- **YOUR ASSIGNMENT**: Report all lines in the records that hold the string "Keep".
===== MATERIALS PROVIDED
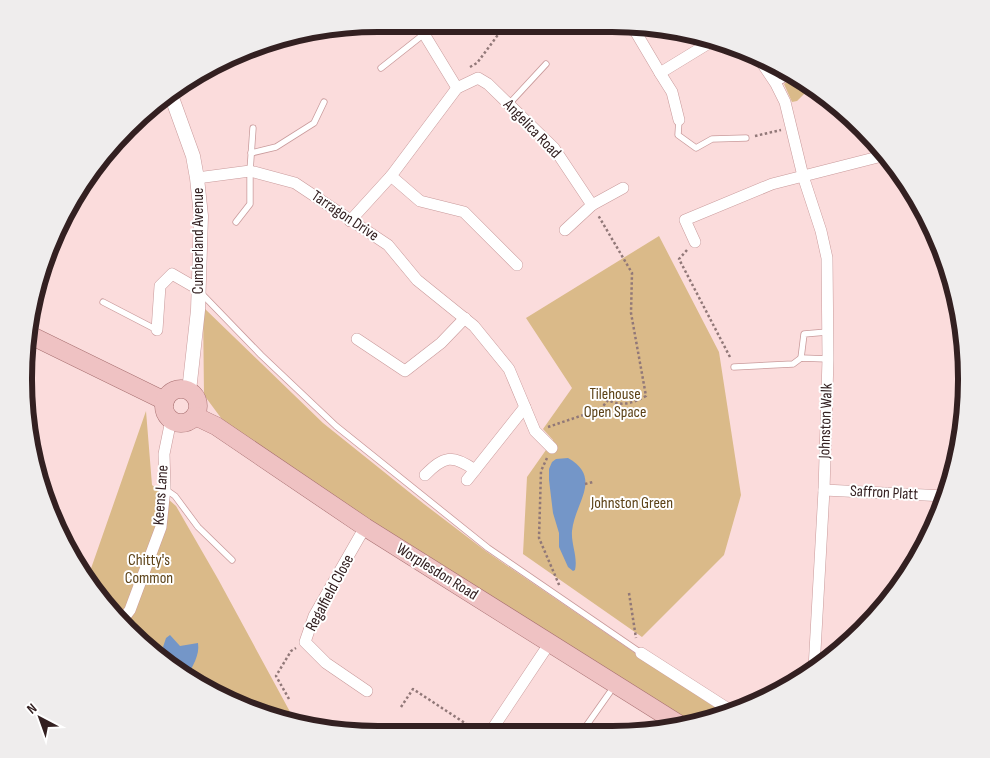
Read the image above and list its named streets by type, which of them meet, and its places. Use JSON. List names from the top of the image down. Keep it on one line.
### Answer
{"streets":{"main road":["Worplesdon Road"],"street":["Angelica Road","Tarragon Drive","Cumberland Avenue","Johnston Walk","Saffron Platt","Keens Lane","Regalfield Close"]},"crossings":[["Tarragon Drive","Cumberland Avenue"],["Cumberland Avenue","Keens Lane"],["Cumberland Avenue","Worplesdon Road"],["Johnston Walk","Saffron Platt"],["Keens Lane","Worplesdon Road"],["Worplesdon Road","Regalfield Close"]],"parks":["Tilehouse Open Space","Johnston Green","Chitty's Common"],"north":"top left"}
==========
===== MATERIALS PROVIDED
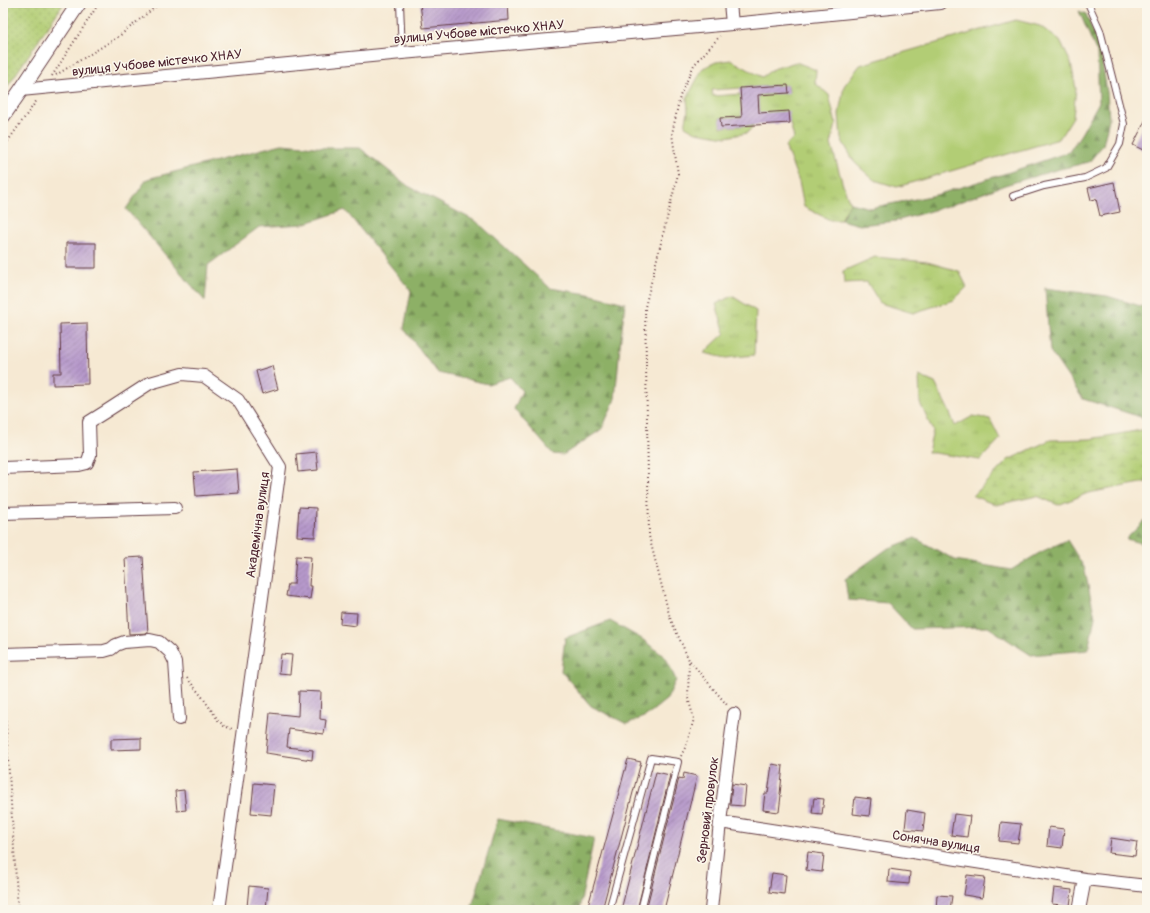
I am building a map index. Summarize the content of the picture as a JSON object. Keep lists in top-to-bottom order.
==========
- **TASK RESPONSE**:
Read the image above and list its named streets by type, which of them meet, and its places. Use JSON. List names from the top of the image down. Keep it on one line.
I am building a map index. Summarize the content of the picture as a JSON object. Keep lists in top-to-bottom order.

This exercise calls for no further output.